Quite poignantly, today of all days, I completed the girls’
letters’ strand on the novel. So, I have just three chapters to go which hopefully
will bring closure for all of them but leave the story open-ended enough for my
readers.
In my poppy-wearing today I’d like particularly to think of:
Clara Lehrs who lost her life in Treblinka.
Kathe Edler who lost her homeland and her husband in the
Holocaust.
Renate Edler who lost her teen hood and her opportunity to
go university because of the Holocaust and World War II.
More generally I think of all the men and women, whichever side
they were on, symbolised in my novel, who were killed in World War II.
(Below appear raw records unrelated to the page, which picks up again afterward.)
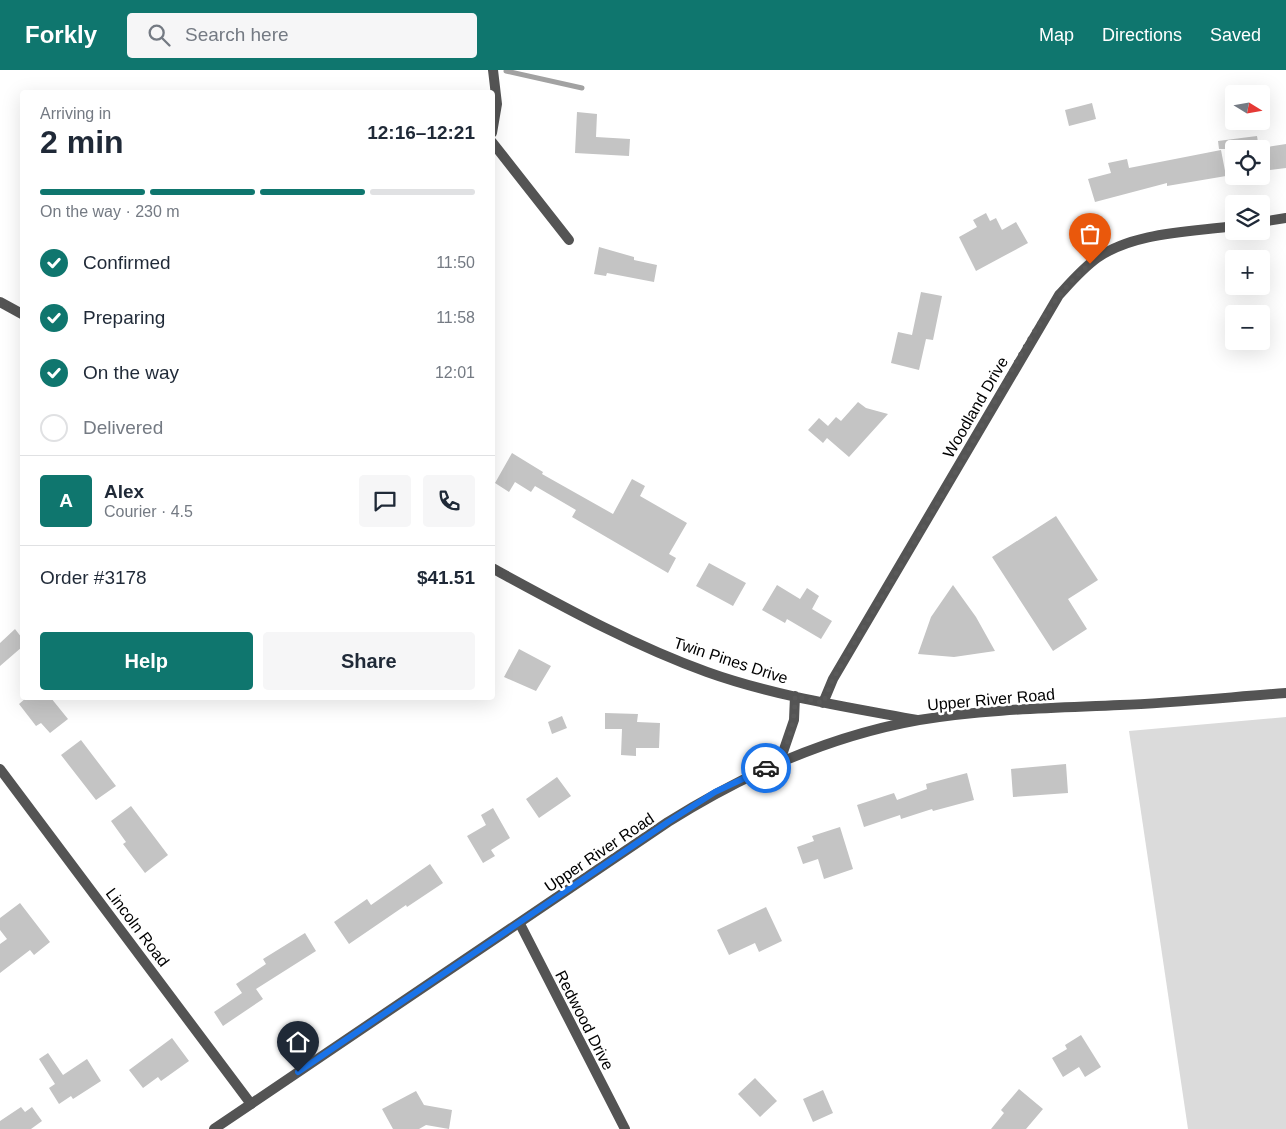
<!DOCTYPE html>
<meta charset="utf-8">
<style>
:root{--surface:#fff;--page:#f6f6f7;--text:#1f2937;--muted:#747a83;--line:#e0e1e3;--accent:#0f766e}
body{margin:0;font-family:Helvetica,sans-serif;background:var(--page);color:var(--text);height:100vh;display:flex;flex-direction:column;font-size:19px;white-space:nowrap}
*{box-sizing:border-box;margin:0}
p{font-size:16px;color:var(--muted)}
.icon{flex:none;width:28px;height:28px;fill:none;stroke:currentColor;stroke-width:2;stroke-linecap:round;stroke-linejoin:round}
.map{position:relative;flex:1;overflow:hidden}
.panel{position:absolute;left:20px;top:20px;width:475px;height:610px;display:flex;flex-direction:column;background:var(--surface);border-radius:5px;box-shadow:0 5px 20px #0002}
.panel>*{flex:none}
.needle{width:32px;rotate:101deg}
.controls{position:absolute;left:1225px;top:15px;display:grid;gap:10px}
.controls a{display:grid;place-items:center;width:45px;height:45px;border-radius:5px;background:var(--surface);box-shadow:0 5px 20px #0002;font-size:25px}
.pin{position:absolute;display:grid;place-items:center;width:42px;height:42px;color:#fff;margin:-51px -21px;border-radius:50% 50% 50% 0;rotate:-45deg;box-shadow:0 0 5px #0007}
.pin .icon{rotate:45deg}
.courier{position:absolute;display:grid;place-items:center;width:50px;height:50px;margin:-25px;border:4px solid #1a73e8;border-radius:50%;background:#fff;color:#222;box-shadow:0 1px 6px #0007}
.head em{font-style:normal;font-weight:800}
.head div{display:flex;flex-direction:column-reverse}
.head{display:flex;align-items:center;justify-content:space-between;height:85px;padding:0 20px}
h1{font-size:32px;font-weight:800;line-height:38px}
.bar{display:grid;grid-template-columns:repeat(4,1fr);gap:8px 5px;align-content:center;height:60px;padding:0 20px}
.bar i{height:6px;border-radius:4px;background:var(--line)}
.bar .selected{background:var(--accent)}
.bar p{grid-column:span 4}
.line{display:flex;align-items:center;gap:12px;padding:0 20px;border-top:1px solid var(--line)}
.line div{flex:1}
.round{display:grid;place-items:center;flex:none;width:52px;height:52px;border-radius:5px;background:var(--page)}
ol{padding:0 20px;list-style:none}
li{display:flex;align-items:center;gap:15px;height:55px}
li p{margin-inline-start:auto}
li .icon{padding:5px;border-radius:50%;background:var(--accent);color:#fff;stroke-width:4}
li:last-child{color:var(--muted)}
li i{width:28px;height:28px;border:2px solid var(--line);border-radius:50%}
.action{display:flex;gap:10px;margin-top:auto;padding:10px 20px}
.action a{flex:1;height:58px;border-radius:5px;background:var(--accent);color:#fff;font-size:20px;font-weight:800;line-height:58px;text-align:center}
.action a+a{background:var(--page);color:var(--text)}
header{display:flex;align-items:center;gap:30px;box-sizing:border-box;height:70px;padding:0 25px;background:var(--accent);color:#fff}
header strong{font-size:24px}
nav{display:flex;gap:28px;margin-inline-start:auto;font-size:18px}
.search{width:350px;height:45px;background:var(--page);display:flex;align-items:center;gap:12px;box-sizing:border-box;padding:0 18px;border-radius:5px;color:var(--muted);font-size:19px}
.map>svg:first-child{display:block}
.green{fill:#dbdbdb}
.lines{fill:none;stroke-linecap:round;stroke-linejoin:round}
.stream{stroke:#a2a2a2;stroke-width:5}
.building{fill:#c4c4c4}
.minor{stroke:#545454;stroke-width:10}
.tertiary{stroke:#545454;stroke-width:10}
.done{stroke:#595959;stroke-width:5;stroke-dasharray:0 9}
.route{stroke:#1a73e8;stroke-width:6}
.labels{text-anchor:middle;stroke-width:5;stroke-linejoin:round;paint-order:stroke}
.street-label{font-size:16px;fill:#000;stroke:#fff}
</style>
<header>
<strong>Forkly</strong>
<div class="search"><svg class="icon" aria-label="search" viewBox="0 0 24 24"><circle cx="10" cy="10" r="6"/><path d="M15 15l6 6"/></svg>Search here</div>
<nav><a>Map</a><a>Directions</a><a>Saved</a></nav>
</header>
<div class="map">
<svg width="1286" height="1059" viewBox="0 0 1286 1059">
<rect width="100%" height="100%" fill="#fff"/>
<path class="green" d="M1286,647v412h-98l-59,-398z"/>
<g class="lines">
<path class="stream" d="M506,1l76,17"/>
</g>
<path class="building" d="M1092,33l4,16 -27,7 -4,-16z
M577,42l20,2 -1,23 34,2 -1,17 -54,-3z
M1257,66l2,13h-40l-1,-8z
M1286,74v24l-25,3v-23z
M1221,80l5,26 -59,10v-3l-72,19 -7,-23 23,-6 -3,-10 19,-4 2,9z
M986,143l4,8 6,-3 6,12 14,-8 12,21 -52,28 -17,-34 18,-10 -4,-7z
M599,177l35,10v3l23,5 -3,17 -47,-9 -1,3 -12,-2z
M921,222l21,4 -9,44 -7,-1 -7,31 -28,-7 7,-31 14,3z
M858,332l8,6 22,6 -39,43 -22,-19 -4,5 -15,-13 11,-12 9,8 8,-9 5,4z
M512,383l31,19 -1,2 71,40 19,-35 13,7 -5,10 47,27 -18,31 7,4 -8,15 -96,-56 4,-7 -41,-24 -4,6 -16,-10 -6,10 -14,-9z
M1056,446l42,64 -30,19 19,30 -34,22 -61,-94z
M709,493l37,20 -13,23 -37,-20z
M777,515l23,14 7,-11 12,8 -7,13 20,12 -11,18 -34,-20 -2,4 -23,-13z
M953,515l23,32 19,34 -41,6 -36,-3 13,-37z
M15,559l7,9v9l-22,19v-23z
M519,579l32,17 -15,25 -32,-14z
M26,628h25l17,21 -18,14 -9,-10 -5,3 -17,-22z
M605,643l33,1 -1,8 23,1 -1,25h-23v8l-15,-1 1,-26h-17z
M562,646l5,12 -15,6 -4,-12z
M81,670l35,46 -20,14 -35,-45z
M1066,694l2,29 -55,4 -2,-28z
M967,703l7,27 -41,11 -1,-2 -31,10 -1,-4 -36,12 -7,-22 37,-12 3,7 30,-11 -1,-5z
M557,707l14,19 -32,22 -13,-19z
M131,736l37,49 -23,18 -22,-29 3,-2 -15,-21z
M493,738l17,30 -19,12 4,6 -12,7 -16,-27 19,-11 -5,-10z
M840,757l13,42 -29,10 -6,-20 -15,5 -6,-17 17,-6 -2,-5z
M430,794l13,19 -36,24 -1,-2 -57,39 -15,-22 33,-23 4,6z
M20,833l30,39 -16,13 -4,-5 -30,23v-29l7,-5 -7,-9v-12z
M766,837l16,34 -23,11 -4,-9 -26,12 -12,-25z
M305,863l11,18 -60,38 7,10 -40,27 -9,-14 28,-19 -6,-9 30,-20 -3,-5z
M1081,965l20,32 -16,10 -6,-10 -16,10 -11,-19 15,-9 -2,-4z
M172,968l17,23 -28,20 -3,-4 -15,11 -14,-18z
M48,983l15,22 24,-16 14,22 -28,18 -2,-3 -12,8 -10,-16 6,-4 -16,-25z
M755,1008l22,23 -17,16 -22,-23z
M1019,1019l24,20 -17,20h-35l13,-16 -3,-3z
M823,1020l10,23 -20,9 -10,-23z
M416,1021l8,14 28,5 -3,19 -23,-4 -7,4h-26l-11,-20z
M21,1037l4,5 7,-5 10,14 -11,8h-31v-8z"/>
<g class="lines">
<path class="minor" d="M492,63l5,-29 -4,-34
M492,72l77,98
M1261,152l25,-4
M0,232l22,12
M492,498c70,38 140,77 215,104 67,24 140,35 210,48
M823,633l10,-24 226,-384c12,-13 23,-26 38,-37 37,-26 93,-26 137,-32
M780,691l14,-41 1,-24
M0,699l251,335
M520,854l105,205"/>
<path class="tertiary" d="M214,1059l454,-307c78,-49 161,-86 251,-102 65,-11 135,-12 201,-15 55,-2 111,-8 166,-12"/>
</g>
<g class="lines">
<path class="done" d="M766,698l14,-7c10,-22 15,-41 15,-65l28,7 10,-24c47,-79 95,-158 141,-239 30,-53 69,-139 116,-176"/>
<path class="route" d="M298,1002l370,-250 47,-30 51,-24"/>
</g>
<g class="labels">
<g class="street-label">
<text transform="translate(975 337) rotate(-60)" y="6">Woodland Drive</text>
<text transform="translate(731 590) rotate(18)" y="6">Twin Pines Drive</text>
<text transform="translate(991 629) rotate(-5)" y="6">Upper River Road</text>
<text transform="translate(599 782) rotate(-34)" y="6">Upper River Road</text>
<text transform="translate(138 857) rotate(53)" y="6">Lincoln Road</text>
<text transform="translate(585 950) rotate(63)" y="6">Redwood Drive</text>
</g>
</g>
</svg>
<div class="controls">
<a><svg class="needle" viewBox="-14 -14 28 28"><path d="M0-13l5 13h-10z" fill="#e53935"/><path d="M0 13l5-13h-10z" fill="#747a83"/></svg></a>
<a><svg class="icon" aria-label="locate" viewBox="0 0 24 24"><circle cx="12" cy="12" r="6"/><path d="M12 2v4M12 18v4M2 12h4M18 12h4"/></svg></a>
<a><svg class="icon" aria-label="layers" viewBox="0 0 24 24"><path d="M12 4l9 5-9 5-9-5zM3 14l9 5 9-5"/></svg></a>
<a>+</a>
<a>−</a>
</div>
<div class="pin" style="left:1090px;top:194px;background:#ea580c"><svg class="icon" aria-label="bag" viewBox="0 0 24 24"><path d="M5 8h14l-1 12H6zM9 8a3 3 0 0 1 6 0"/></svg></div>
<div class="pin" style="left:298px;top:1002px;background:#1f2937"><svg class="icon" aria-label="home" viewBox="0 0 24 24"><path d="M3 11l9-7 9 7M6 9v11h12V9"/></svg></div>
<div class="courier" style="left:766px;top:698px"><svg class="icon" aria-label="car" viewBox="0 0 24 24"><path d="M5 17H2v-5l4-1 3-4h7l3 4 3 1v5h-3M9 17h6M6 11h13"/><circle cx="7" cy="17" r="2"/><circle cx="17" cy="17" r="2"/></svg></div>
<section class="panel">
<div class="head"><div><h1>2 min</h1><p>Arriving in</p></div><em>12:16–12:21</em></div>
<div class="bar"><i class="selected"></i><i class="selected"></i><i class="selected"></i><i></i><p>On the way · 230 m</p></div>
<ol>
<li><svg class="icon" aria-label="check" viewBox="0 0 24 24"><path d="M5 12l5 5 9-10"/></svg>Confirmed<p>11:50</p></li>
<li><svg class="icon" aria-label="check" viewBox="0 0 24 24"><path d="M5 12l5 5 9-10"/></svg>Preparing<p>11:58</p></li>
<li><svg class="icon" aria-label="check" viewBox="0 0 24 24"><path d="M5 12l5 5 9-10"/></svg>On the way<p>12:01</p></li>
<li><i></i>Delivered</li>
</ol>
<div class="line" style="height:90px"><b class="round" style="background:var(--accent);color:#fff">A</b><div><b>Alex</b><p>Courier · 4.5</p></div><a class="round"><svg class="icon" aria-label="chat" viewBox="0 0 24 24"><path d="M4 5h16v11H9l-5 4z"/></svg></a><a class="round"><svg class="icon" aria-label="phone" viewBox="0 0 24 24"><path d="M5 4h4l2 5-3 2q2 4 5 5l2-3 5 2v4C11 20 4 13 5 4z"/></svg></a></div>
<div class="line" style="height:65px"><div>Order #3178</div><b>$41.51</b></div>
<div class="action"><a>Help</a><a>Share</a></div>
</section>
</div>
I think of all those who lived with the burden of war upon
them.
I’d like to thank those who arranged the Kindertransport and
who in other ways showed mercy and kindness to the Jews, and to enemy prisoners
of war.
I’d like to thank the real people, symbolised in my story,
who enabled the Hilfsklasse to carry on at Haus Lehrs throughout the Nazi time.
Poppy day originally commemorated the Great War. For me,
though, now it is for all wars. It’s a complex issue. At which point do you fail
to defend your country, your home or your family because of some greater moral or
political issue? Or your own person if you are afraid? Sometimes fundamentally good
people appear to do bad things. More often than not they didn’t intend to be
bad but they have misunderstood something. And sometimes they’ve pledged to
serve even though they don’t agree with everything being done. That people are
prepared to give their lives to defend what they hold dear – even if they’ve
lacked judgment – has to be honoured.
Some of these issues are important in my novel.